We now summarize the population change patterns for the ten benthic species based on mortality and recruitment over 25-, 15-, and 5- years (Fig. 5). The mean turnover pattern for all of the species, showed slow rates over time (0.80±0.5% yr−1) and it was not statistically conspicuous over the investigated time intervals (F4,24 = 0.72, p>0.05). As an example, the coral C. rubrum and both sponges C. reniformis and P. ficiformis exhibited no change in 45% and >70% of instances over the 25- and 15 -year periods, respectively.

Figure 5. Rates of population change through time for the ten benthic species.

The black line represents the mean.

Life histories of species

Table 3 summarizes the most relevant life-history characteristics analyzed throughout this study. Overall, the species exhibit a gradient of common demographic and life-history patterns of low mortality, recruitment and grow, and moderate to high longevity. The majority of the species (n = 7) exhibiting different growth forms showed low mortality, recruitment, and turnover rates, low growth and moderate longevity. However, the scleractinian C. inornata and the alcyonacea A. acaule exhibited the highest mortality and recruitment rates and high rates of turnover. Interestingly, C. rubrum presented the highest longevity and the highest proportion of no growth over time.
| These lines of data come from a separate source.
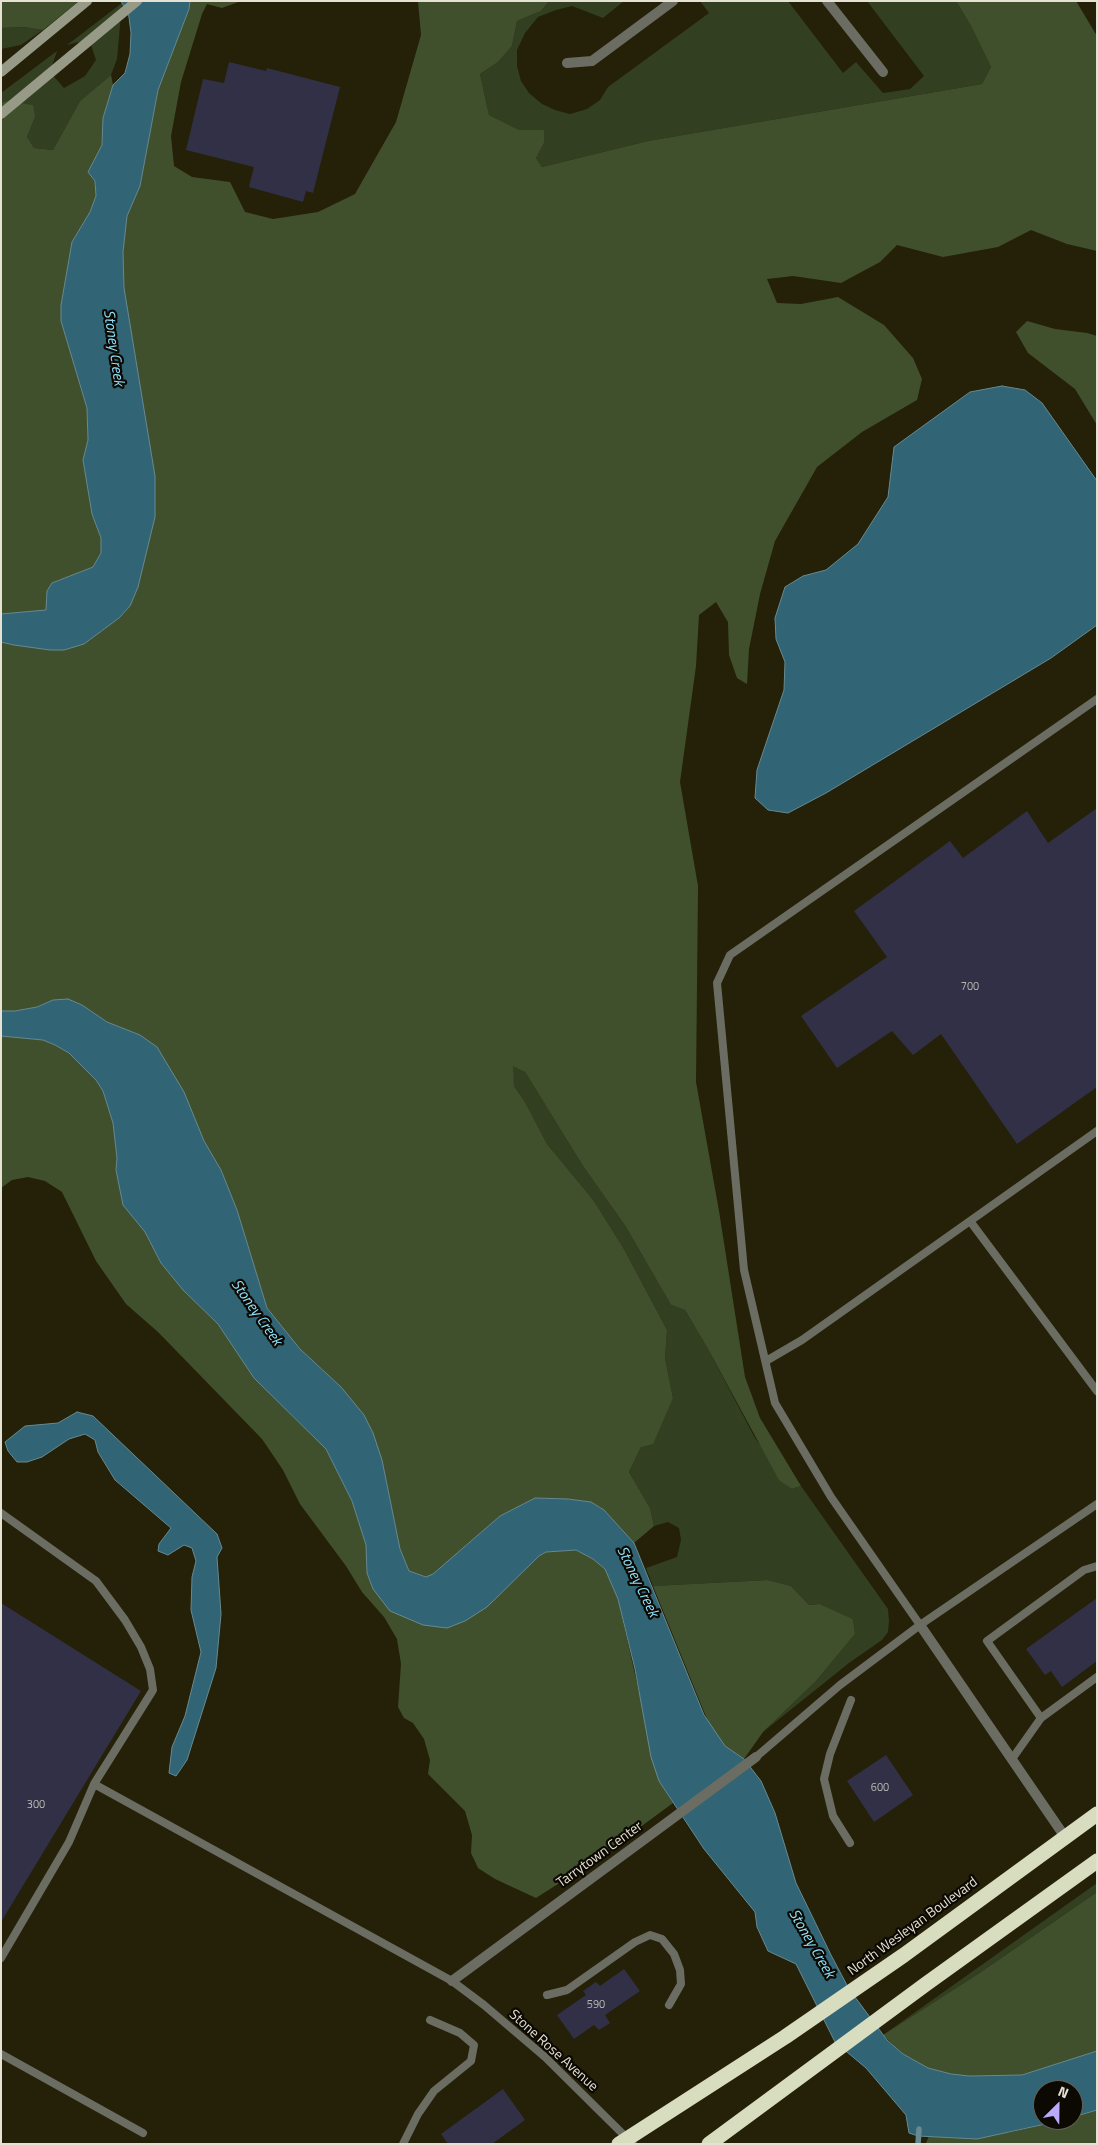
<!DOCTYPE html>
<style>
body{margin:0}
#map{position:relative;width:1098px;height:2145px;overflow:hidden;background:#252008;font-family:"Titillium Web",sans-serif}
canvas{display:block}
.frame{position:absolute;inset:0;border:2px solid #e5e2d4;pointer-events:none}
.north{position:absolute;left:1033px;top:2080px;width:50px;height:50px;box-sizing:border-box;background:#0c0903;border:1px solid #636057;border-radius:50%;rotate:23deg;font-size:14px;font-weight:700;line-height:20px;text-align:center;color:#e5e2d4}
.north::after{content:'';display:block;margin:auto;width:18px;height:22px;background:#b9abf7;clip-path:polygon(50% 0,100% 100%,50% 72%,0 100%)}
</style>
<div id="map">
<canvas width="1098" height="2145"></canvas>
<div class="frame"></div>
<div class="north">N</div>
</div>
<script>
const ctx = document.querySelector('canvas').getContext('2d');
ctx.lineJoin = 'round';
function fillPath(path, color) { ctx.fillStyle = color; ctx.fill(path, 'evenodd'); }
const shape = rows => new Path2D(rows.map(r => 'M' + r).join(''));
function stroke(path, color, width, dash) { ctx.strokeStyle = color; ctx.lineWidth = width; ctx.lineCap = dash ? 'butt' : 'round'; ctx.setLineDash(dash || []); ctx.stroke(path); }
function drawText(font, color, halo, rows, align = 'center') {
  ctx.font = font + ' "Titillium Web",sans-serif'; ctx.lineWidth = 4.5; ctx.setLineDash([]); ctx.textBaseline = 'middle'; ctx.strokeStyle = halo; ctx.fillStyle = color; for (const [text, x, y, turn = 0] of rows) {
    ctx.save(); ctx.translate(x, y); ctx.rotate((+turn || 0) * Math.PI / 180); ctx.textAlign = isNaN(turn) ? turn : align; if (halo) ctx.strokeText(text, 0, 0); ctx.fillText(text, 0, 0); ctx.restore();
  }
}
fillPath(shape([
 [549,1,624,1,603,18,572,6,556,10,538,17,525,33,517,50,517,66,521,81,529,93,542,104,555,110,570,114,587,109,600,100,608,87,709,13,700,1,788,1,843,73,856,62,883,93,910,89,924,76,867,1,956,1,971,26,991,67,982,84,648,141,542,167,536,158,544,143,489,115,480,74,498,62,512,46,517,21,541,11],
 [122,3,117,59,111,75,80,101,53,150,34,148,27,137,35,117,6,101,1,103,1,93,57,51,50,72,64,88,85,76,96,60,91,45,83,41,67,45],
 [24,27,43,30,21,45,1,49,1,28],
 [512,1065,525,1072,583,1166,626,1227,671,1305,685,1310,708,1349,755,1438,792,1489,801,1486,888,1609,889,1621,888,1632,882,1640,849,1663,763,1732,816,1681,855,1634,853,1619,820,1604,809,1605,791,1586,768,1580,653,1586,646,1568,677,1557,681,1540,679,1528,668,1522,654,1526,650,1508,629,1472,641,1447,673,1398,665,1358,667,1330,624,1249,594,1201,547,1144,525,1102,514,1086],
 [1097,1883,1097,1892,981,1972,883,2035]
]), '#323f21');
fillPath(shape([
 [1,1,79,1,43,30,24,27,1,28],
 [190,1,241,1,222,8,207,4,202,14,181,82,171,136,174,166,192,177,230,182,245,212,273,219,318,212,355,194,396,122,421,35,418,1,549,1,541,11,517,21,512,46,498,62,480,74,489,115,519,130,544,130,544,143,536,158,542,167,648,141,982,84,991,67,971,26,956,1,1076,1,1097,36,1097,251,1067,244,1031,230,998,247,943,257,897,245,880,262,841,283,793,276,767,279,777,303,801,304,838,297,884,325,913,358,922,379,917,400,862,432,817,467,775,541,760,594,749,649,747,684,737,678,729,655,728,622,716,602,699,615,696,666,680,782,698,886,696,1082,719,1211,745,1377,760,1418,801,1486,792,1489,779,1480,708,1349,685,1310,671,1305,626,1227,583,1166,525,1072,513,1066,514,1086,525,1102,547,1144,594,1201,624,1249,667,1330,665,1358,673,1398,653,1444,641,1447,629,1472,650,1508,654,1526,634,1543,604,1510,591,1502,568,1499,535,1498,500,1516,433,1574,427,1577,409,1571,400,1549,382,1460,341,1387,300,1349,267,1308,237,1210,221,1170,140,1035,107,1022,82,1005,53,1000,37,1007,15,1011,1,1011,1,642,14,645,84,644,119,618,130,606,123,252,127,216,140,186,158,90,189,9],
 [111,75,113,85,103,118,102,145,88,172,95,181,96,196,90,212,72,242,61,305,61,321,87,408,88,440,83,460,92,514,101,538,101,553,93,567,52,583,47,591,47,610,1,614,1,103,6,101,33,105,35,117,27,137,34,148,53,150,80,101],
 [1027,321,1055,329,1087,333,1097,336,1097,425,1075,389,1028,353,1016,332],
 [1,1036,43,1040,55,1045,69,1053,96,1080,103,1091,113,1123,117,1158,116,1170,123,1205,145,1232,161,1263,183,1290,218,1324,254,1378,326,1449,352,1501,366,1545,367,1573,373,1589,539,1556,546,1552,576,1550,593,1559,605,1569,618,1599,659,1781,673,1803,594,1861,536,1898,495,1879,478,1868,471,1853,472,1835,465,1811,428,1774,430,1760,424,1739,413,1723,404,1718,398,1707,401,1664,397,1639,384,1617,362,1592,346,1566,300,1504,283,1470,262,1439,158,1332,126,1304,96,1261,62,1192,45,1181,28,1177,12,1180,1,1188],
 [768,1580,791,1586,809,1605,820,1604,853,1619,855,1634,816,1681,763,1732,744,1759,725,1746,709,1724,653,1586],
 [1097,1892,1097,2051,1022,2075,969,2076,951,2074,928,2068,903,2054,883,2035,981,1972],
 [1097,2110,1097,2144,926,2143,929,2136,967,2138,1012,2132,1064,2120,1073,2120,1073,2117]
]), '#41502c');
const water = shape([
 [121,1,190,1,189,9,158,90,140,186,127,216,123,252,124,288,155,476,155,517,138,587,130,606,119,618,84,644,64,650,50,650,14,645,1,642,1,614,46,610,47,591,52,583,93,567,101,553,101,538,92,514,83,460,88,440,87,408,61,321,61,305,72,242,90,212,96,196,95,181,88,172,102,145,103,118,113,85,125,73,130,54,131,33,129,17,121,1],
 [1002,386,1025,390,1042,403,1097,481,1097,625,1051,658,826,793,788,813,768,810,755,798,757,770,784,690,785,662,776,639,775,618,785,587,803,576,826,570,858,544,888,497,894,447,970,392,1002,386],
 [68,999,82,1005,107,1022,140,1035,157,1047,184,1092,204,1141,221,1170,237,1210,267,1308,300,1349,341,1387,364,1415,373,1433,382,1460,400,1549,409,1571,426,1577,433,1574,500,1516,535,1498,568,1499,591,1502,604,1510,634,1543,704,1715,725,1746,744,1759,761,1781,775,1813,796,1883,831,1955,849,1989,887,2040,903,2054,928,2068,951,2074,969,2076,1022,2075,1097,2051,1097,2110,1073,2117,1073,2090,1043,2090,1043,2120,1064,2120,977,2139,918,2136,909,2133,906,2115,866,2068,835,2042,796,1964,768,1951,757,1927,755,1912,704,1849,659,1781,651,1757,635,1669,618,1599,605,1569,593,1559,576,1550,546,1552,539,1556,487,1607,465,1621,447,1628,423,1625,390,1611,373,1589,367,1573,366,1545,352,1501,326,1449,254,1378,218,1324,183,1290,161,1263,145,1232,123,1205,116,1170,117,1158,113,1123,103,1091,96,1080,69,1053,55,1045,43,1040,1,1036,1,1011,15,1011,37,1007,53,1000,68,999],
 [77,1412,93,1416,217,1534,222,1548,217,1557,221,1614,216,1668,187,1760,176,1776,169,1773,172,1747,185,1716,201,1652,191,1610,192,1577,196,1561,192,1548,184,1545,168,1555,158,1551,159,1544,171,1528,115,1480,98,1452,95,1440,85,1434,69,1439,42,1457,27,1462,17,1462,8,1451,5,1442,25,1426,58,1423,77,1412]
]);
fillPath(water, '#316474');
stroke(water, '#678a91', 1);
stroke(shape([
 [918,2144,919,2129]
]), '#678a91', 5.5);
fillPath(shape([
 [229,62,266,71,267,68,340,87,313,193,306,191,303,202,249,187,254,167,186,150,203,79,224,83],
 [1097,808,1097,1087,1017,1144,941,1034,913,1055,892,1031,837,1068,801,1016,887,957,854,911,950,841,963,858,1027,811,1048,843],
 [1097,1598,1097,1661,1062,1687,1051,1671,1045,1675,1026,1649],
 [1,1603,141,1691,1,1922],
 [886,1755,913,1795,874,1822,847,1781],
 [624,1969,640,1991,605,2015,610,2023,599,2030,594,2025,574,2039,557,2015,586,1995,583,1991,596,1982,600,1986],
 [503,2089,525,2120,492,2144,448,2144,441,2134]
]), '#323046');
stroke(shape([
 [970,1221,1097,1391],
 [766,1361,802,1340,1097,1131],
 [1,1513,96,1581,125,1620,141,1647,150,1669,153,1690,94,1784,69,1842,1,1958],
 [920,1625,831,1497,775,1403,744,1270,717,983,730,955,1097,699],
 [1041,1718,987,1641,1084,1570,1097,1566],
 [756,1757,840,1685,920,1625,1097,1504],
 [1012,1759,1041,1718,1097,1677],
 [94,1784,452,1981,484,2005,545,2057,633,2144],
 [850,1843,833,1816,824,1779,830,1754,851,1700],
 [547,1995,567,1990,635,1942,650,1935,662,1939,674,1954,680,1970,681,1984,669,2005],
 [1,2054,143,2133],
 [403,2144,418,2114,434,2091,471,2061,474,2045,460,2033,430,2020]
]), '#6c6d62', 8);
stroke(shape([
 [827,1,883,72],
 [567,63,592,61,673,1],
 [920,1625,1065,1837],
 [452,1981,756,1757]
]), '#6c6d62', 10);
stroke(shape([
 [1,72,87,1],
 [1,114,137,1]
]), '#989a88', 10);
stroke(shape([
 [619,2144,785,2037,904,1955,1097,1814],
 [709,2144,926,1984,1097,1861]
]), '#d8ddc0', 15);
drawText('11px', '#b8b6b0', null, [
 ["700",970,987],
 ["600",880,1788],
 ["300",36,1805],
 ["590",596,2005]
]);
drawText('14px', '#e5e2d4', '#0c0903', [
 ["Tarrytown Center",600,1855,-36],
 ["North Wesleyan Boulevard",913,1927,-36],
 ["Stone Rose Avenue",553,2051,42]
]);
drawText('italic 15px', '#8fe3fe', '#0c0903', [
 ["Stoney Creek",113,348,82],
 ["Stoney Creek",256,1313,55],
 ["Stoney Creek",637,1582,64],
 ["Stoney Creek",811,1944,60]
]);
</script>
Table 3. A summary of the demographic and life-history characteristics of the ten species under study.


Marine ecosystems are facing a global decline of marine sessile species in many benthic communities due to the increase of disturbance regimes linked to global change [43], [3], [44]. Under this scenario, scientists and managers are putting forth the questions of the ecosystems' capacity to recover after natural and human-induced disturbances and how their populations will change. Therefore, basic knowledge regarding the demographic processes of sessile marine species at relevant spatial and temporal scales is becoming crucial, especially for long-lived species. The present long-term study quantitatively revealed a common life-history pattern among the ten studied species, despite the fact that they display different morphological forms, in which low mortality was accompanied by infrequent recruitment events, low growth rates of adults, and estimated life-spans covering from decades to centuries (Fig. 2, 3, 4). These results significantly expand our knowledge related to the population dynamics of coralligenous Mediterranean species, and they are consistent with previous studies of long-lived structural species [45], [46], [47], [48]. It is important to note that, rather than clearly distinguishable types of life histories, a continuum of demographic patterns was found within the K- selection traits of the studied species (Table 3) [49], [50]. Moreover, the low to moderate turnover rates (mean value of 0.80% yr−1) observed among species corroborated their low dynamics and persistence (Fig. 5). These demographic traits correspond to those expected based on theory of life-history evolution for species that grow in stable environmental conditions [19]. Age estimations provide (mean estimated age from 25–200 years) a first approximation of how ages are distributed among structural species (Fig. 4) and underscore the importance of age demographics in the ecological structure and function of these outcrops. This study represents a pioneer effort to better understand species' life-history traits over long temporal scales to comprehend the natural variability of demographic process and evaluate ecological significance in terms of community structure and dynamics.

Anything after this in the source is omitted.